- WORK ITEM
Search the data for the word "halo". Reproduce every line where it is found.

Data excerpts:
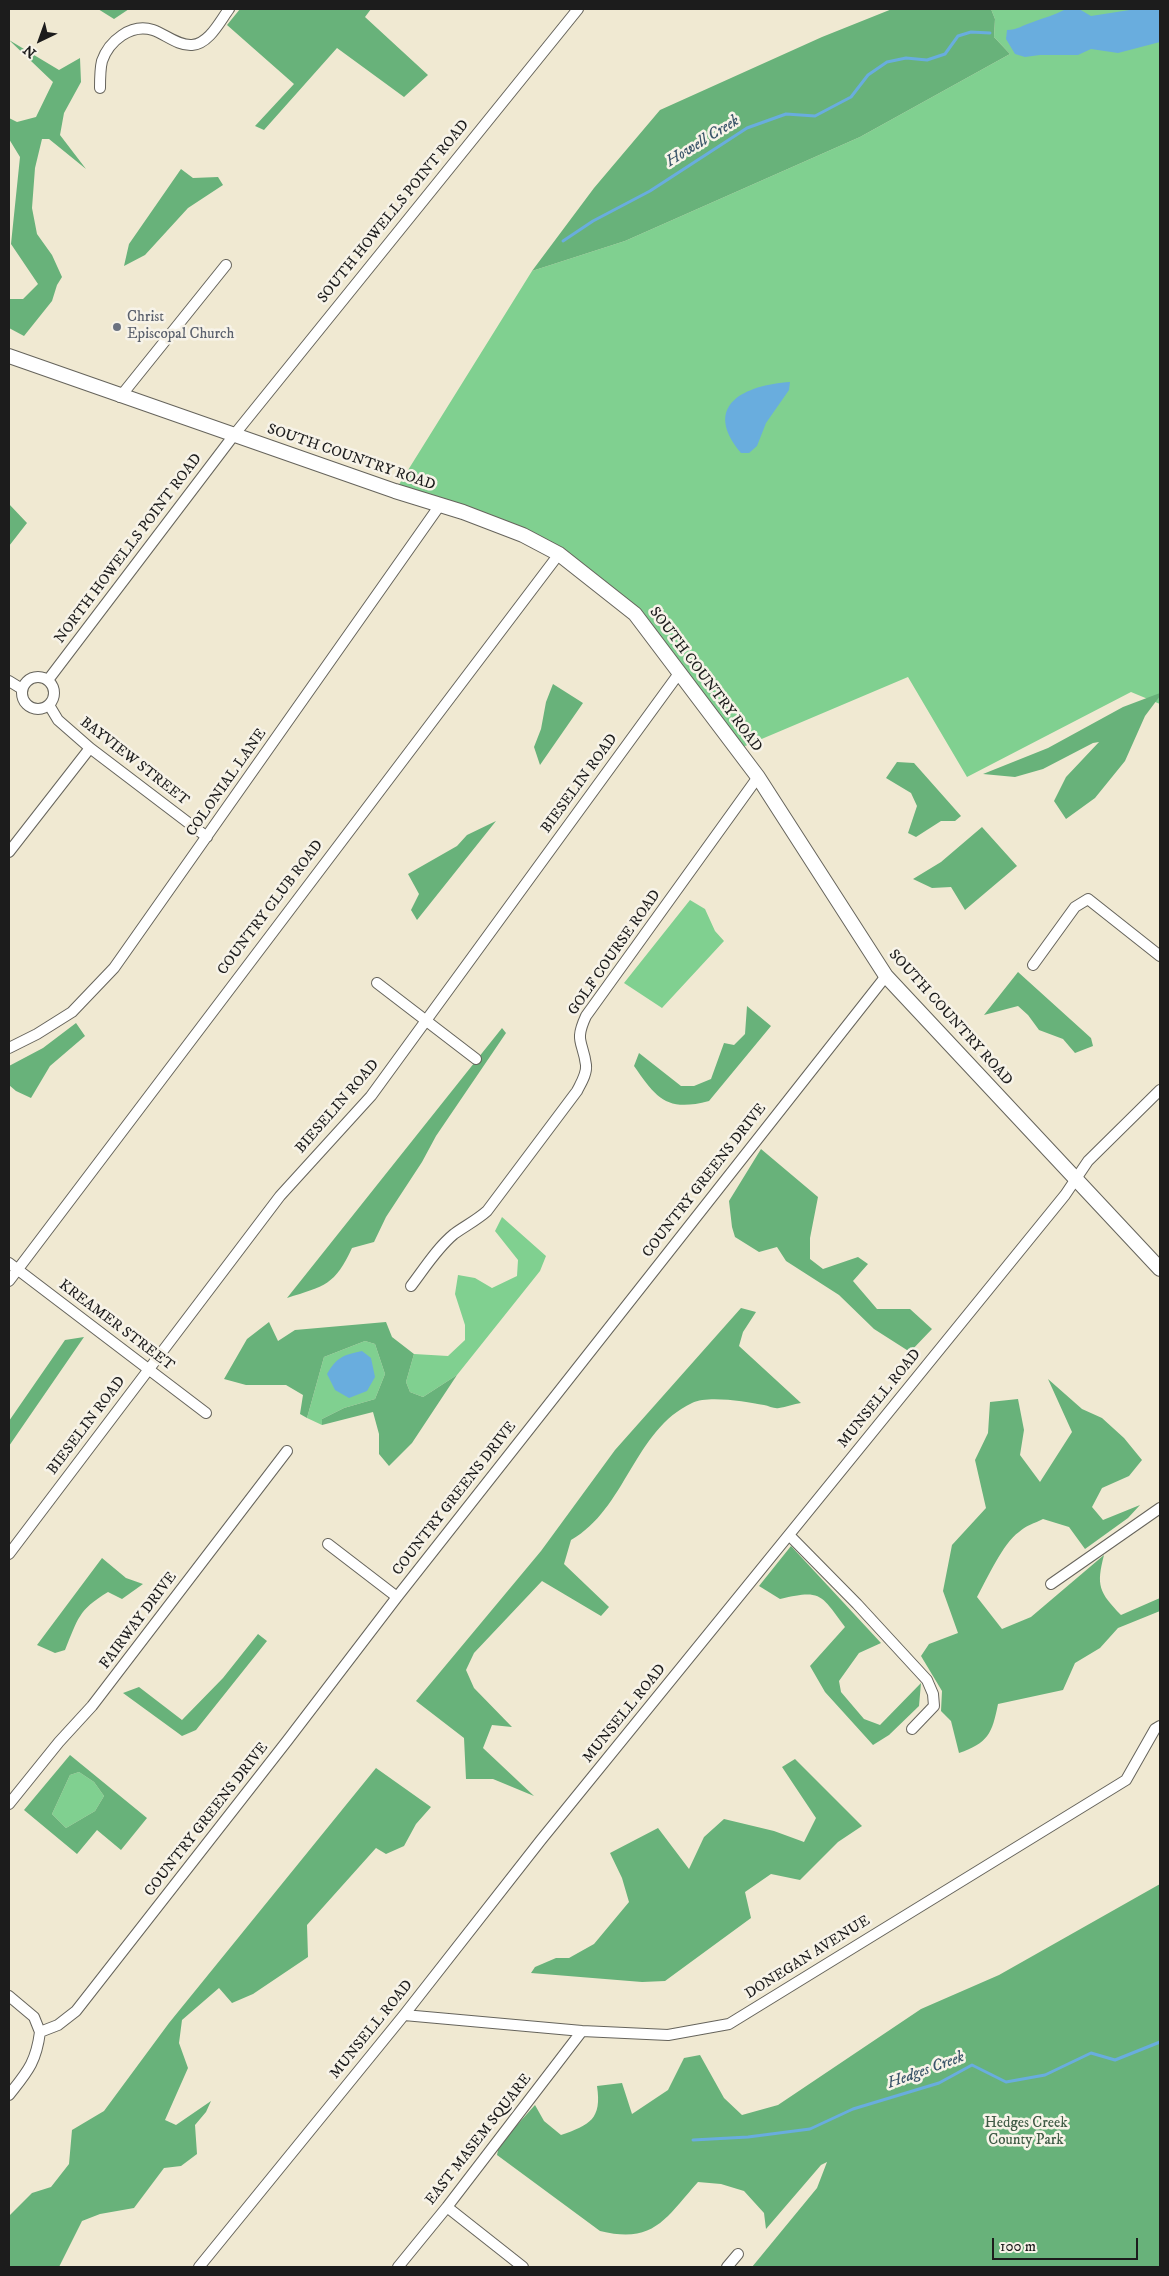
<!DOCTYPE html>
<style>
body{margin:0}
#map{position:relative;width:1169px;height:2276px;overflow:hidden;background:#f0e9d2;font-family:"IM FELL DW Pica",serif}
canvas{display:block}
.frame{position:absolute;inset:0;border:10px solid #1c1c1c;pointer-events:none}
.north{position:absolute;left:15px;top:15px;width:50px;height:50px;-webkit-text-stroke:4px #f7f3e8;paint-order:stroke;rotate:222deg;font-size:14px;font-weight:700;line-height:20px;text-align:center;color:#1c1c1c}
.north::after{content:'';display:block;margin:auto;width:18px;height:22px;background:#1c1c1c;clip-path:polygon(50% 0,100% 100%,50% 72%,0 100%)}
.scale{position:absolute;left:992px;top:2238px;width:146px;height:22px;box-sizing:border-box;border:2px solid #1c1c1c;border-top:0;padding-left:6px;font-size:15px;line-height:18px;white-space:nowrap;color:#1c1c1c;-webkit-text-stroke:4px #f7f3e8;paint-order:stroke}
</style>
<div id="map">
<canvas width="1169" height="2276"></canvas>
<div class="frame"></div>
<div class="north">N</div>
<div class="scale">100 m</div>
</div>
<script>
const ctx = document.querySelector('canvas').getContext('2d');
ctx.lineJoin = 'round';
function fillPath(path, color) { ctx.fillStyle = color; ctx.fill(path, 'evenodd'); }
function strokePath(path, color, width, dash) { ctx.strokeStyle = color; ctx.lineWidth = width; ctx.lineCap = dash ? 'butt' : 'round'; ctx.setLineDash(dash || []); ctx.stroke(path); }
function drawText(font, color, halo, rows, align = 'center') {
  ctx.font = font + ' "IM FELL DW Pica",serif'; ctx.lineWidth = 5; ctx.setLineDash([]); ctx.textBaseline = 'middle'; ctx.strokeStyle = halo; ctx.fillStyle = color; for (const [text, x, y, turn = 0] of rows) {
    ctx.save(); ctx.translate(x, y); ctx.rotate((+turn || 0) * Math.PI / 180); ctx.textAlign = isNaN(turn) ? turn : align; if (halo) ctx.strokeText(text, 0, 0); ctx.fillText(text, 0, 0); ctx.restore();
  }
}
const green = new Path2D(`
 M991 9H1160V704L1131 692 967 777 908 677 738 749 635 614 559 554 395 491 532 271 625 241 860 137 1010 54 994 37 995 19Z
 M690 900 705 909 715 931 724 941 662 1008 624 983Z
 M502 1217 546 1256 540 1271 457 1375 423 1397 410 1392 406 1382 414 1354 448 1356 465 1340V1325L455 1294 458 1275 475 1278 492 1288 517 1276 518 1260 495 1231Z
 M365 1341 375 1344 385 1374 375 1399 344 1408 322 1419V1425L307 1418 324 1357Z
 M79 1772 94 1782 104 1796 95 1811 66 1828 52 1814 70 1775Z`);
const forest = new Path2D(`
 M98 9H129L114 19Z
 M240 9H371L365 17 428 75 404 97 337 48 264 130 255 126 294 84 227 25Z
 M892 9H991L995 19 994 37 1010 54 860 137 625 241 532 271 594 188 660 110 822 37Z
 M9 40 59 70 80 58 81 82 64 113 60 135 86 169 49 139H42L35 168 32 208 37 234 52 255 62 277 57 285 52 301 24 336 9 328V299H23L38 284 11 244 20 157 9 139V118L17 122 36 117 53 82Z
 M181 169 193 178 218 177 223 185 188 208 145 255 124 266 129 244Z
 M9 504 27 523 9 546Z
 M553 684 583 703 540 765 534 747 541 729 546 702Z
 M1160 693V696L1145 716 1125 761 1095 798 1066 819 1054 801 1066 777 1099 742 1093 743 1043 769 1015 777 983 774 1048 748 1123 707Z
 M897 762 914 763 961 816 955 821H941L916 837 908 833 917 806 911 793 886 778Z
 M496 821 417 920 411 910 419 894 408 874 457 846 467 835Z
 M982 827 1017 866 965 910 951 887 932 888 913 879 941 862Z
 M1018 972 1091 1038 1093 1046 1075 1053 1063 1039 1039 1030 1028 1015 1018 1006 984 1015Z
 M747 1006 771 1026 709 1101C667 1112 657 1099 634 1066L639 1053 681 1086H694L711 1079 724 1043 734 1045 745 1034Z
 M76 1023 85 1036 50 1066 31 1098 16 1091 9 1085V1066L43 1048Z
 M502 1028 506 1033 436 1136 422 1162 386 1217 374 1242 352 1248C335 1285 325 1286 287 1298Z
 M761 1149 818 1197 810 1238V1259L823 1269 858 1257 868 1264 853 1281 877 1309H910L932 1329 910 1352 874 1329 839 1295 786 1261 777 1247 759 1252 735 1237 732 1227 729 1201Z
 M741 1308 756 1312 743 1332 739 1346 801 1403C794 1404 786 1407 779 1408 774 1409 769 1406 764 1405 746 1402 709 1395 692 1403 634 1430 626 1509 571 1540L564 1564 609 1607 601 1616 542 1581 474 1653 466 1670 474 1688 512 1727 492 1725 483 1748 534 1796 493 1779H466L464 1738 416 1701 541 1551 615 1450Z
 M269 1322 278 1341 295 1330 386 1322 392 1337 414 1354 406 1382 410 1392 423 1397 457 1375 412 1443 389 1466 379 1454V1434L373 1412 322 1425V1419L344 1408 375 1399 385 1374 375 1344 365 1341 324 1357 307 1418 300 1414 303 1395 286 1385H246L224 1379 247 1339Z
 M84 1337 9 1446V1421L65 1340Z
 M1048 1379 1082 1409 1102 1418 1124 1438 1142 1460 1129 1476 1102 1488 1092 1507 1103 1520 1140 1505 1128 1518 1085 1549 1069 1527 1043 1519C1035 1523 1025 1526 1019 1532 1003 1543 987 1579 977 1597L1002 1629 1031 1617 1104 1555C1096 1586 1099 1592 1121 1615L1160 1598V1611L1118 1628 1100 1648 1075 1663 1063 1690 998 1704C992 1734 988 1743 959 1753L951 1721 941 1711 942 1691 921 1656 929 1644 958 1633 943 1591 952 1545 986 1508 975 1460 988 1433 990 1402 1018 1399 1024 1430 1020 1455 1040 1482 1072 1432Z
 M791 1546 881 1643 859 1653 839 1681 841 1692 864 1719 880 1725 921 1683 919 1706 889 1735 873 1745 825 1692 810 1666 845 1627C821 1595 822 1589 780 1599L759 1586Z
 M102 1558 126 1578 143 1584 122 1599 108 1592C78 1610 78 1619 65 1650L55 1653 37 1645Z
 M258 1634 267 1641 196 1730 182 1736 123 1693 139 1687 182 1720 223 1678Z
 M70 1755 147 1818 121 1850 97 1830 77 1854 24 1810ZM79 1772 94 1782 104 1796 95 1811 66 1828 52 1814 70 1775Z
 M795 1759 862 1826 838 1842 800 1880 771 1874 745 1892 751 1918 665 1981 642 1982 531 1973 535 1967 556 1958H569L594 1944 629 1902 622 1878 610 1853 658 1828 689 1869 704 1837 724 1819 774 1831 804 1842 816 1818 782 1767Z
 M376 1768 431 1807 416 1824 404 1846 386 1854 376 1848 307 1925 308 1957 253 1994 232 2003 219 1988 182 2020 179 2043 188 2068 165 2120 176 2125 211 2101 206 2112 195 2125 197 2154 181 2166 164 2168 134 2208 100 2214 82 2221 59 2267H9V2216L32 2193 51 2187 69 2164 72 2130 104 2111 169 2023Z
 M1160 1884V2267H752L817 2188 827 2162 821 2165 766 2229 764 2213 744 2191 721 2184 698 2182C665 2219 654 2244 600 2231L497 2155 499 2145 535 2105 544 2121 561 2135C590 2125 602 2119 597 2086L622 2083 632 2114 668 2090 684 2058 700 2055 724 2098 742 2115 778 2105 921 2009 999 1975Z`);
const water = new Path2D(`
 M1066 9H1079L1091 16 1136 9H1160V42L1118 53 1091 49 1078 55H1040L1025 57 1015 54 1006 39 1007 30C1017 30 1023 25 1033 22 1046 17 1053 16 1066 9Z
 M790 382 789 390 766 423 757 446 749 453H741C701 405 745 385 790 382Z
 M362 1351 371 1358 375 1377 367 1391 349 1398 335 1390 327 1374C337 1357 343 1355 362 1351Z`);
const stream = new Path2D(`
 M563 241 593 221 650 191 747 128 786 114 815 116 851 97 868 75 887 62 906 58 927 60 945 54 958 36 971 32 990 33
 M693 2140 748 2137 810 2129 853 2109 939 2083 972 2065 1006 2082 1045 2075 1091 2053 1115 2060 1160 2042`);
const minor = new Path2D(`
 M100 88C100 80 100 69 102 61 109 41 131 23 153 30 165 34 178 46 192 45 209 44 220 21 229 9
 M120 397 226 265
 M22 693a16 16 0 1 1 32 0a16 16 0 1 1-32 0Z
 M48 680 234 435 578 9
 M9 681 22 689
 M49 705 58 720 90 748 207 837
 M9 852 90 748
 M1033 965 1075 907 1088 899 1160 956
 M377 983 476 1059
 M9 1048 37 1034 72 1012 114 968 440 505
 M9 1263 206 1413
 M9 1281 559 554
 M411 1286C424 1269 437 1248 454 1234 465 1226 477 1220 487 1211L577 1091C581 1083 587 1074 586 1065 583 1041 574 1042 586 1016L758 777
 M789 1535 857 1604 927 1680 933 1694 934 1706 912 1729
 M328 1544 397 1597
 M9 1554 280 1196 371 1096 680 672
 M1051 1584 1160 1508
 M9 1804 59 1742 92 1706 287 1451
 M9 1996 34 2017 40 2032
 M404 2015 582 2031 668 2035 729 2024 1126 1780 1155 1729 1160 1726
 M40 2032 58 2025 76 2011 287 1741 397 1597 886 976
 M9 2095C27 2072 36 2063 40 2032
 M447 2207 523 2267
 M199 2267 404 2015 541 1840 1065 1195 1088 1161 1160 1090
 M398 2267 447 2207 582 2031
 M727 2267 738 2254`);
const secondary = new Path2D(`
 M9 356 395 491 463 512 523 535 559 554 635 614 758 777 886 976 1160 1269`);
const markers = [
 [117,327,5,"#6b7280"]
];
const streetNames = [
 ["SOUTH HOWELLS POINT ROAD",394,212,-51],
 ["SOUTH COUNTRY ROAD",351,458,19],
 ["NORTH HOWELLS POINT ROAD",129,549,-53],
 ["SOUTH COUNTRY ROAD",705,680,53],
 ["BAYVIEW STREET",134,762,38],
 ["COLONIAL LANE",227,783,-55],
 ["BIESELIN ROAD",580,784,-54],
 ["COUNTRY CLUB ROAD",271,908,-53],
 ["GOLF COURSE ROAD",615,953,-55],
 ["SOUTH COUNTRY ROAD",950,1018,48],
 ["BIESELIN ROAD",338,1107,-49],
 ["COUNTRY GREENS DRIVE",705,1181,-52],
 ["KREAMER STREET",116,1326,37],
 ["MUNSELL ROAD",880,1399,-51],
 ["BIESELIN ROAD",87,1426,-53],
 ["COUNTRY GREENS DRIVE",455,1499,-52],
 ["FAIRWAY DRIVE",139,1621,-53],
 ["MUNSELL ROAD",625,1714,-51],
 ["COUNTRY GREENS DRIVE",207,1820,-52],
 ["DONEGAN AVENUE",808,1958,-32],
 ["MUNSELL ROAD",372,2030,-51],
 ["EAST MASEM SQUARE",479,2140,-52]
];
const worshipNames = [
 ["Christ",127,318],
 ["Episcopal Church",127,335]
];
const parkNames = [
 ["Hedges Creek",1026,2124],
 ["County Park",1026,2141]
];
const waterNames = [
 ["Howell Creek",703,142,-32],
 ["Hedges Creek",926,2071,-20]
];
fillPath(green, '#80d090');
fillPath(forest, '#68b27a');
fillPath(water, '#69adde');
strokePath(stream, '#69adde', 3);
strokePath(minor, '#66645c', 12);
strokePath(secondary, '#66645c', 16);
strokePath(minor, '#fff', 10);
strokePath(secondary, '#fff', 14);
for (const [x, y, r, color] of markers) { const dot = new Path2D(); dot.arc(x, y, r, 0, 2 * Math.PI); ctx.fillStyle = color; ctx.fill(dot); strokePath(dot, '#f7f3e8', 2); }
drawText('15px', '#1c1c1c', '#f7f3e8', streetNames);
drawText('15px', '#5b616d', '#f7f3e8', worshipNames, 'left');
drawText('15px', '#3f5b45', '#f7f3e8', parkNames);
drawText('italic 16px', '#3b566a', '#f7f3e8', waterNames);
</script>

- REPLY
function drawText(font, color, halo, rows, align = 'center') {
  ctx.font = font + ' "IM FELL DW Pica",serif'; ctx.lineWidth = 5; ctx.setLineDash([]); ctx.textBaseline = 'middle'; ctx.strokeStyle = halo; ctx.fillStyle = color; for (const [text, x, y, turn = 0] of rows) {
    ctx.save(); ctx.translate(x, y); ctx.rotate((+turn || 0) * Math.PI / 180); ctx.textAlign = isNaN(turn) ? turn : align; if (halo) ctx.strokeText(text, 0, 0); ctx.fillText(text, 0, 0); ctx.restore();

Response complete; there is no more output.